Glen Spey 12yo [2016] Ob. Flora & Fauna 43% WB81.32[168] WF70 WM77[6]
- N: I’m nosing a weighty whisky, one with an oily maltiness, vanillas, cereals [grassy, dried, wheatsheaf cereals], porridge paste, some putty, Caramac… more vanilla now – ozone-vanillin – with a herbal/floral touch. Happy, let’s move on.
- T: This aged barley spirit with some weight, develops rather gracefully. Admittedly. it’s a little dry in the middle but with more of a buttery mouthfeel into the finish with careful water management.
- F: Overall it’s still humming from that weighty development with buttery husky=chocolate < cocoa action before returning to its cereal roots. Finishes a little dry with more ex-bourbon oak-driven vanilla.
- C: A good whisky that seems to demonstrates that age does matter!
Scores 83 points
Strathmill 12yo Ob. Flora & Fauna 43% WB80.21[180] WF79 WM79[6]
- N: Murky wash with a fudge maltiness. I like this porridgy style.
- T: A little peppery,…. and then some! It’s better behaved with water but still feels somewhat wayward. Despite this, it also stays porridgy and becomes a tad chocolatey.
- F: Returns dry then with more Caramac=carob notes. With water, I get a little heathery bitter-forest note with a woody mouldiness at the tail.
- C: Not many Strathmill’s around, official bottling or otherwise so these F&F bottlings appear more desirable year on year. Currently £44 [2016]
Scores 80 points
Dalwhinnie 18yo [2016] Un-Ob. cask #3957 51.2%
This distillery shop-only exclusive was valinched straight from a [inert-lined] cask to glass on demand, so was never officially bottled.

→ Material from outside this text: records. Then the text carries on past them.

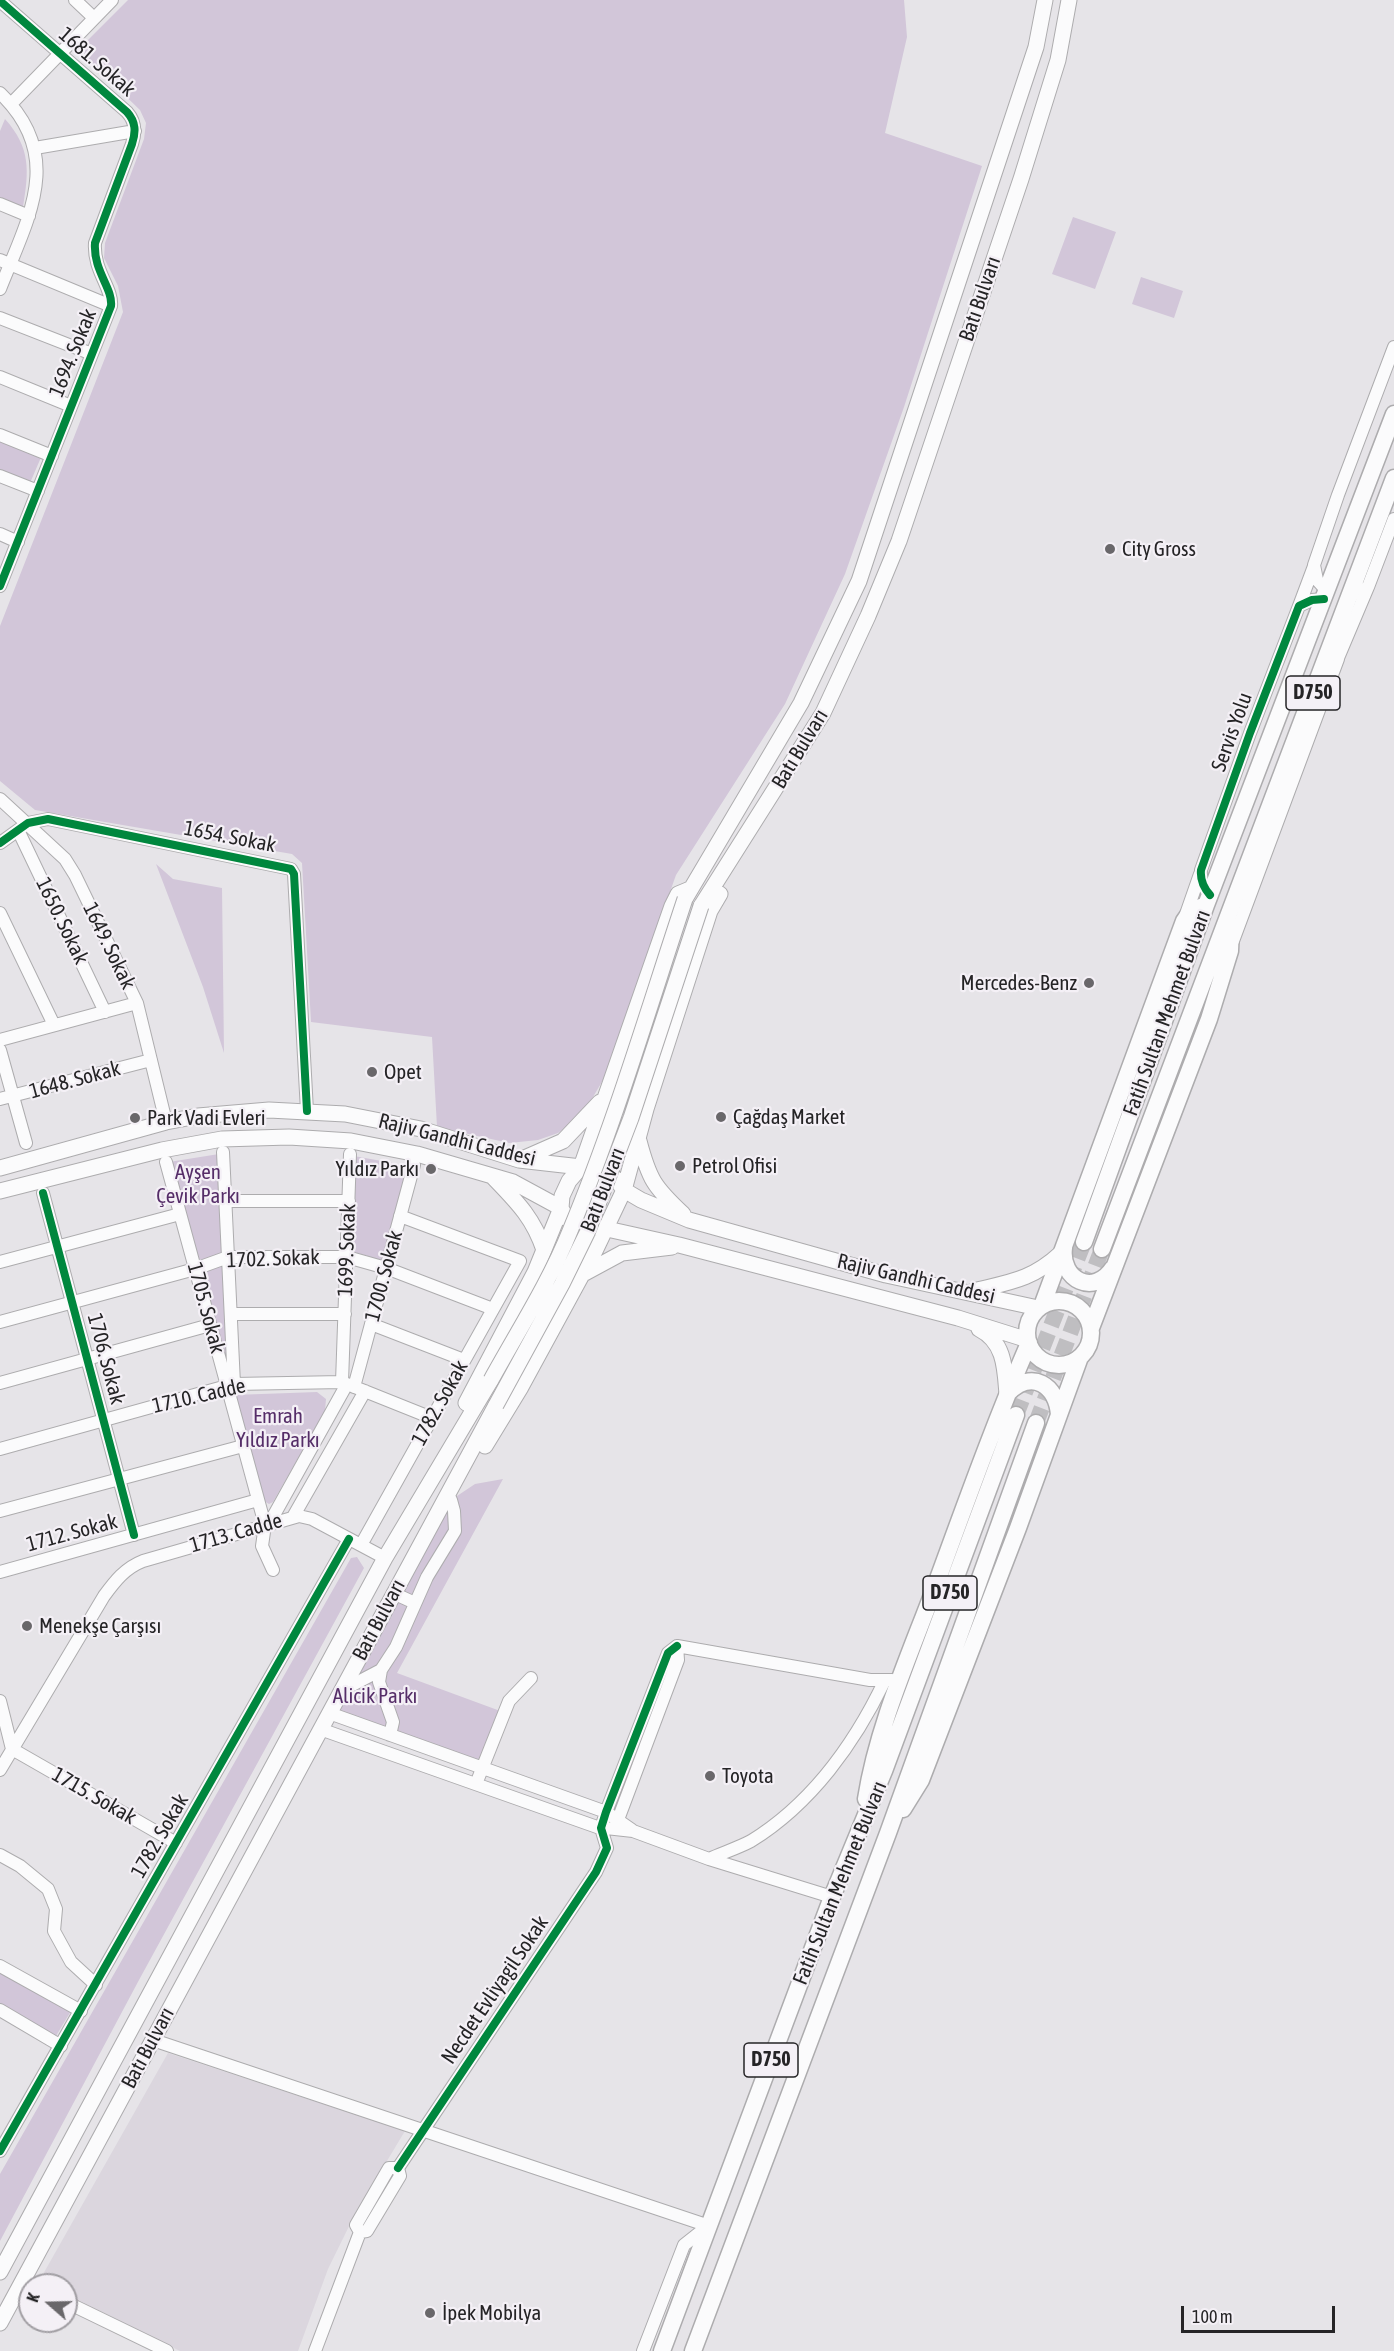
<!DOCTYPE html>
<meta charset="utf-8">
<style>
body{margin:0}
#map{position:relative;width:1394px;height:2351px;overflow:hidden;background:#e6e4e8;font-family:"Asap Condensed",sans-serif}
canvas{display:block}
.north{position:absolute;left:18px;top:2273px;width:60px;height:60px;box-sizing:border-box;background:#f4f0f6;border:2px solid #a19ea3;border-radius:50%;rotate:290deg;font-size:16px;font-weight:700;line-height:24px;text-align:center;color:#252426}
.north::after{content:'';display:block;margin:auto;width:21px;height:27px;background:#69676a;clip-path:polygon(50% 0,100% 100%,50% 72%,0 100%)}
.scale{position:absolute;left:1181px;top:2306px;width:154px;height:27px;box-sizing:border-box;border:3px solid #252426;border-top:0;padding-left:8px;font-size:18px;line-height:21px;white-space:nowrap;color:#252426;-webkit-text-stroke:4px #f4f0f6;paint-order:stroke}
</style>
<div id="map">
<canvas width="1394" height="2351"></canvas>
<div class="north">K</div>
<div class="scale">100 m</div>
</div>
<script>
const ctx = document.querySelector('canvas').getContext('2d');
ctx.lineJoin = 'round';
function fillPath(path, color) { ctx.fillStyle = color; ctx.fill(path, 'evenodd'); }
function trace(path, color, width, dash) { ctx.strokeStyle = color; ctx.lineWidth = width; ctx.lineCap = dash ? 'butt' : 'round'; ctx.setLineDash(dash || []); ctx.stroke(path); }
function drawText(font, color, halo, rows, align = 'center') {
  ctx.font = font + ' "Asap Condensed",sans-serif'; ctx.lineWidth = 4.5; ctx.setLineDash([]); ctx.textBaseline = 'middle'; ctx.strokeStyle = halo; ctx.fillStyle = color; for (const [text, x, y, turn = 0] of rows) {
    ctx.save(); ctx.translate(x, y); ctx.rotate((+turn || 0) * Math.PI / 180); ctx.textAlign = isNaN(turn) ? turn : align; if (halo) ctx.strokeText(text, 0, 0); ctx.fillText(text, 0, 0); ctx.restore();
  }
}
fillPath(new Path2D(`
 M168,2053L405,2131L355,2214L328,2269L298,2351H180L66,2294V2285L44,2284L42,2276Z`), '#dbd6de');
fillPath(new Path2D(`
 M128,0H904L907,37L885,133L982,166L904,407L845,574L785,704L676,875L603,1080L583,1114L558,1133L538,1140L509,1143L437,1127L432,1037L311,1022L302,863L292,854L35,810L0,781V626L123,312L118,286L104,258L105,243L144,139L146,123L140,110L78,50Z
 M5,119C31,148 29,171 23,207L0,197V131Z
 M1073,217L1116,232L1095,289L1052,274Z
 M1141,277L1183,291L1174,318L1132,304Z
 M0,438L42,455L30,483L0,471Z
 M156,864L173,879L222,888L224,1053L203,987Z
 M219,1154L224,1256L197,1266L169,1162Z
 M354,1156L409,1166L382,1260L350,1251Z
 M224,1262L228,1373L199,1271Z
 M317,1392L326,1399L325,1411L273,1502L269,1504L264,1501L234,1395Z
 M503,1479L397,1673L503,1712L482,1768L329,1713L451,1500L475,1484Z
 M357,1557L364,1568L139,1980L0,2241V2174L351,1558Z
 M0,1971L71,2011L56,2036L0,2005Z`), '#d2c6d9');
trace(new Path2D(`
 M1016,1415L1084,1242
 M1036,1423L1102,1249`), '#bfbec1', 16, [16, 8]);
const minor = new Path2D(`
 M75,0L94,18
 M0,1L127,112C136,122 136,132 132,144L95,243C93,271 113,288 111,306L0,586
 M0,93C66,156 28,218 0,289
 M11,104L112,0
 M35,148L135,131
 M0,204L29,216
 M0,260L111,306
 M0,318L92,354
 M0,377L71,406
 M0,435L52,456
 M0,476L38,491
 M0,534L18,542
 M1327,591L1317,580L1314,565L1338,495L1394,347
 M1350,596L1368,587L1394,519
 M1299,606L1314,566
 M1338,658L1368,587
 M0,799L65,859L75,875L137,1003L166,1122
 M18,830L105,1012
 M0,843L28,823L48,819L291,869L294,874L307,1111
 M1210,895C1203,887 1200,880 1201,870L1250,733L1299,606L1312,600L1324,599
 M0,913L54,1025
 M1185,917L1200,874
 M1233,941L1338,659L1334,639
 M0,1040L137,1003
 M0,1050L26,1143
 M0,1099L151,1060
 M223,1152L234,1384
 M166,1162L265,1525L262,1546L273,1570
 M43,1193L134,1535
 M225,1201H349
 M0,1262L180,1214
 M231,1314H345
 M0,1322L195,1269L228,1257H347L386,1268L493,1309
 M371,1324L464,1360
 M342,1382L350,1154
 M0,1383L210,1325
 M354,1387L414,1165
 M0,1449L234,1384L342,1382L432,1418
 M0,1511L243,1446
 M293,1517L365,1391
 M269,1524L347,1384
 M361,1545L520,1261L400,1216
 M0,1572L258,1500
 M393,1593L415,1603
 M677,1646L870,1680H892
 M341,1691L381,1670
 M0,1701L12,1749L176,1843
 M329,1713L606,1812L632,1830
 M320,1729L597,1827L633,1831L709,1859L832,1897
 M390,1735L393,1722L379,1682L381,1670L396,1647L427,1577L455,1531L454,1511L451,1500
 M0,1770L104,1596C115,1581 125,1568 143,1561L299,1516L312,1519L385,1558
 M476,1784L509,1701L531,1678
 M616,1825L678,1660L677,1646
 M0,1855L20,1866L48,1889L56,1909L54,1931L71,1962L96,1985
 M709,1859C722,1853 738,1848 751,1841C811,1804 855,1743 885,1680
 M0,1966L81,2011
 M0,2010L61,2046
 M153,2040L709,2226
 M0,2151L349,1539
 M398,2168L596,1872L607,1848L601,1828L606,1812L668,1653L677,1646
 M360,2232L367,2231L400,2176L398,2168
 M66,2302L167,2351
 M315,2351L360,2232L356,2225L389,2168H398
 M643,2351L684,2245L708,2226`);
const major = new Path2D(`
 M685,899L801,703L859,581L1036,47L1045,0
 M701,906L823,713L868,616L899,541L1021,179L1058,60L1069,0
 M639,1141C649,1179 654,1187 683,1214
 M522,1159L563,1141L600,1102
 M0,1168L166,1122L198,1116L269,1110L345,1114L421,1129L519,1160L581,1167L606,1173L615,1178L624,1190L641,1200L689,1220L886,1275L1038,1308
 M493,1177C516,1201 533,1217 544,1250
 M0,1191L162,1150L222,1139L289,1137L351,1141L417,1154L513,1182L561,1208L567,1219L582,1227L607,1229L679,1245L958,1318L1028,1340
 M585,1273L622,1253L672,1247
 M973,1291C1010,1282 1032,1280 1061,1253
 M979,1329C1005,1342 1005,1369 1007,1395
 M466,1403L535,1272L561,1208L562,1196L569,1181L581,1167L672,906L678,894L690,889
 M485,1446L521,1387L595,1251L624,1190L646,1109L710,911L720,894
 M0,2272L385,1558L491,1380
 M0,2323L496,1405`);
const highway = new Path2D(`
 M1084,1242L1206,905L1394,414
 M1064,1248C1060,1280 1094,1297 1113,1268
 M1102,1249L1394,478
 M1027 1333a32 32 0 1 1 64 0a32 32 0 1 1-64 0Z
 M1042,1306L1184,921L1191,911L1206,905
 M1091,1328L1209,1019L1230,951L1231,927
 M1008,1393C1032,1369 1057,1385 1059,1415
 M866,1799C877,1729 907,1661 932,1595C963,1511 993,1426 1029,1343
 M903,1809L921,1780L1018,1528L1080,1357
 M662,2351L832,1897L884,1771L1016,1415
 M693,2351L888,1833L1036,1423`);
trace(minor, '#adacae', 14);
trace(major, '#adacae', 17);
trace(highway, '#adacae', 19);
trace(minor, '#fbfbfc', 12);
trace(major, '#fbfbfc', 15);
trace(highway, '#fbfbfc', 16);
const majorBridge = new Path2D(`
 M491,1380C518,1331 549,1283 570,1231C615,1123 648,1010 685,899
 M496,1405L562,1284L587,1233L631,1118L701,906`);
trace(majorBridge, '#adacae', 17, []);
trace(majorBridge, '#fbfbfc', 15);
trace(new Path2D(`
 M0,1L127,112C136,122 136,132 132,144L95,243C93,271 113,288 111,306L0,586
 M0,843L28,823L48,819L291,869L294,874L307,1111
 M1210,895C1203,887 1200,880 1201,870L1250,733L1299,606L1312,600L1324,599
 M43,1193L134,1535
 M0,2151L349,1539
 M398,2168L596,1872L607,1848L601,1828L606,1812L668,1653L677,1646`), '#00873e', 8);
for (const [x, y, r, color] of [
 [1110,549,6,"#69676a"],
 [1089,983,6,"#69676a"],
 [372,1072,6,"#69676a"],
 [721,1117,6,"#69676a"],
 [135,1118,6,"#69676a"],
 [680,1166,6,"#69676a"],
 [431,1169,6,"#69676a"],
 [27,1626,6,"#69676a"],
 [710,1776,6,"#69676a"],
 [430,2313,6,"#69676a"]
]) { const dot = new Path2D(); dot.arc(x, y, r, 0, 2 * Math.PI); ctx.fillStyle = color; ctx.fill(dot); trace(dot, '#f4f0f6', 2); }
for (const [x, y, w] of [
 [1313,693,54],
 [950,1593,54],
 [771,2060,54]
]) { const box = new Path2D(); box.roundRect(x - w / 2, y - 17, w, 34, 4.5); ctx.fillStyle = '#f4f0f6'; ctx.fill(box); trace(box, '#252426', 1.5); }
drawText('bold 20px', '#252426', null, [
 ["D750",1313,693],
 ["D750",950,1593],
 ["D750",771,2060]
]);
drawText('21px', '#252426', '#f4f0f6', [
 ["1681. Sokak",97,62,41],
 ["Batı Bulvarı",980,299,-71],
 ["1694. Sokak",73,353,-68],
 ["Servis Yolu",1232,732,-70],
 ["Batı Bulvarı",800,749,-59],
 ["1654. Sokak",230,837,11],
 ["1650. Sokak",62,921,64],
 ["1649. Sokak",109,946,64],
 ["Fatih Sultan Mehmet Bulvarı",1167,1013,-70],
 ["1648. Sokak",75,1080,-15],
 ["Rajiv Gandhi Caddesi",457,1140,14],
 ["Batı Bulvarı",603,1190,-69],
 ["1699. Sokak",347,1250,-88],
 ["1702. Sokak",273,1259,-2],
 ["1700. Sokak",384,1276,-75],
 ["Rajiv Gandhi Caddesi",916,1279,13],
 ["1705. Sokak",206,1308,75],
 ["1706. Sokak",106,1359,75],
 ["1710. Cadde",199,1396,-13],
 ["1782. Sokak",440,1403,-61],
 ["1712. Sokak",72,1533,-15],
 ["1713. Cadde",236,1533,-16],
 ["Batı Bulvarı",379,1620,-62],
 ["1715. Sokak",94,1796,30],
 ["1782. Sokak",160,1836,-60],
 ["Fatih Sultan Mehmet Bulvarı",840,1883,-68],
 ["Necdet Evliyagil Sokak",495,1990,-56],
 ["Batı Bulvarı",148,2048,-62]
]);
drawText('21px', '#252426', '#f4f0f6', [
 ["City Gross",1122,549],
 ["Mercedes-Benz",1077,983,"right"],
 ["Opet",384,1072],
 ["Çağdaş Market",733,1117],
 ["Park Vadi Evleri",147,1118],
 ["Petrol Ofisi",692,1166],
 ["Yıldız Parkı",419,1169,"right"],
 ["Menekşe Çarşısı",39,1626],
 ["Toyota",722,1776],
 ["İpek Mobilya",442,2313]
], 'left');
drawText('21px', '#552d68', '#f4f0f6', [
 ["Ayşen",198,1172],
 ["Çevik Parkı",198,1196],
 ["Emrah",278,1416],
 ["Yıldız Parkı",278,1440],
 ["Alicik Parkı",375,1696]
]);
</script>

- N: Notes then of aged bananas – something in between banoffee pie & trifle – yet it’s neither sugary sweet nor particularly boozy. Citrus notes come forth later, lemon of course.
- T: Now that’s what I’m talking about, full-bodied Dalwhinnie, though it shares a similarly weighted mouthfeel to the 15yo.
- F: Trickles malty-cereal notes, just as the standard 15yo profile, but fuller.
- C: Just what makes this my favourite Dalwhinnie is clear – more age, more strength, more weight, more clarity, and no doubt, less filtering. The magic/phenomena of whisky is through maturation. That’s the point!
Scores 86 points
I can tell the staff aren’t feeling passionate about this new marketing format, though all are professional to a tee. So what will the occasional drinker or tourist [who may think that whisky all tastes the same anyway] buy as a souvenir or as a gift? If they go on price, they’ll find the 15yo cheaper in the distillery than the Winter’s Gold in the supermarkets. Going on the label alone, the 15yo age-statement looks more impressive than the coldly marketed Winter’s Gold, especially as we’re in summer. Turns out many of the tourists on my tour did go for the 15yo whilst some were swayed with other Fauna & Fauna bottlings.
Eventually, I think customers will smell a rat. In the meantime, the industry makes a packet on selling young juice at inflated prices. Hopefully, this means greater investment in core range, matured expressions for the future. The power is in the hands of the us, the consumer.